Making a case for non violent direct action

The anti-Vietnam War demonstrators slowly walked back and forth on the sidewalk of the Grand Boulevard overpass above the I-70 expressway, a couple of blocks south of the campus of St. Louis University, my undergraduate alma mater.

The anti-Vietnam War demonstrators slowly walked back and forth on the sidewalk of the Grand Boulevard overpass above the I-70 expressway, a couple of blocks south of the campus of St. Louis University, my undergraduate alma mater.

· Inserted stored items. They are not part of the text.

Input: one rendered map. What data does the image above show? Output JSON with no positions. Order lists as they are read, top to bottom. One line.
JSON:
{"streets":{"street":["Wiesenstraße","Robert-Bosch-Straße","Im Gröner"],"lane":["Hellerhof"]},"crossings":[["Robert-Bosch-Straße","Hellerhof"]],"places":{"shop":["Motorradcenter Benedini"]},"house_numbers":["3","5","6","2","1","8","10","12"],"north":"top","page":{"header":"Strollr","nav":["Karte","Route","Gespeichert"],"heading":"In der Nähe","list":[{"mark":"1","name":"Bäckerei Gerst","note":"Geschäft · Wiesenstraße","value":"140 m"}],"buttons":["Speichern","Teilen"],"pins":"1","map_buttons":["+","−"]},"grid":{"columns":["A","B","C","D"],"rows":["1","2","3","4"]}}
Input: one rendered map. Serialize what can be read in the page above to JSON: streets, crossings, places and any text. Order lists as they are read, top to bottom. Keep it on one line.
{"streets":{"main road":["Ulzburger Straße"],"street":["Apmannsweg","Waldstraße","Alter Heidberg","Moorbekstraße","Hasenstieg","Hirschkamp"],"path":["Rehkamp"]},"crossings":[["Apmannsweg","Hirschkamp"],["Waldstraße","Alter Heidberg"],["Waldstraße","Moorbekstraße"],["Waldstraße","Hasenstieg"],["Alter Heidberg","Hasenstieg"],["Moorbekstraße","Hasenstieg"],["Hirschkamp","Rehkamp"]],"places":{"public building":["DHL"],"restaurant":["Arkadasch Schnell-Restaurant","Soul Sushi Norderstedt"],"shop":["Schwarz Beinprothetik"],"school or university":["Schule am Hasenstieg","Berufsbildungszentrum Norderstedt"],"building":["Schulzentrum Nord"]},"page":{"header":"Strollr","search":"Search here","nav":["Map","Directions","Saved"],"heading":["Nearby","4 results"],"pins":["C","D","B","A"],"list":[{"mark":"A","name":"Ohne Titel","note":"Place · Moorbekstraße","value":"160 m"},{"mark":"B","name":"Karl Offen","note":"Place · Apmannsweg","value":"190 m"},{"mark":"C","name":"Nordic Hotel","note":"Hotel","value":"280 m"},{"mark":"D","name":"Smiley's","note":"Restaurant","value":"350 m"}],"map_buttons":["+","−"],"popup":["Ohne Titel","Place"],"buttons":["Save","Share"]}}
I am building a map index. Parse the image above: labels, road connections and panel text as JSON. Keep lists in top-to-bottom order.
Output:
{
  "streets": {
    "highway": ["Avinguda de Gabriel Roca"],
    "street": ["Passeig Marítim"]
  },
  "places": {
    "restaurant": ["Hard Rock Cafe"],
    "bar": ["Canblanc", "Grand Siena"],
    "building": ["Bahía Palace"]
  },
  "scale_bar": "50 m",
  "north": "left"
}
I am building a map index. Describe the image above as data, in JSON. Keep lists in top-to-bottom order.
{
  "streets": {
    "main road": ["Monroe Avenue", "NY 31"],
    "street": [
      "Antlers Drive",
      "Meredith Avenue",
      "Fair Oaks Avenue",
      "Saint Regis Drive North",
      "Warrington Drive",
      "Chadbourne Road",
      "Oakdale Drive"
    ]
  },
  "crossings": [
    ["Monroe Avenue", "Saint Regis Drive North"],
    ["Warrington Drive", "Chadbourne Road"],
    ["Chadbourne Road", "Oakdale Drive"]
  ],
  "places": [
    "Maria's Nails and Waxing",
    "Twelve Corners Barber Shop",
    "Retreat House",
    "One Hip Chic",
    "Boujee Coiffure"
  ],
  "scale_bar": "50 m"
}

Their placards, carrying simple peace messages, faced down towards the morning rush-hour traffic below. The drivers did the rest. As they slowed down to read the messages or just to better see what was happening up above, the motorists created a chain reaction which resulted in a 10-kilometre traffic backup.

This simple direct action back in 1969 was motivated by the outrage of the Kent State massacre the week before, which galvanized similar student protests acroos the U.S. against the bloody and increasingly futile war in Vietnam. As a protest, it drew on a rich, non-violent tradition reaching back through the Civil Rights movement of the Rev. Martin Luther King Jr. and Rosa Parks and the de-colonization efforts of leaders, like Mohandas Gandhi. Its roots lay far deeper though.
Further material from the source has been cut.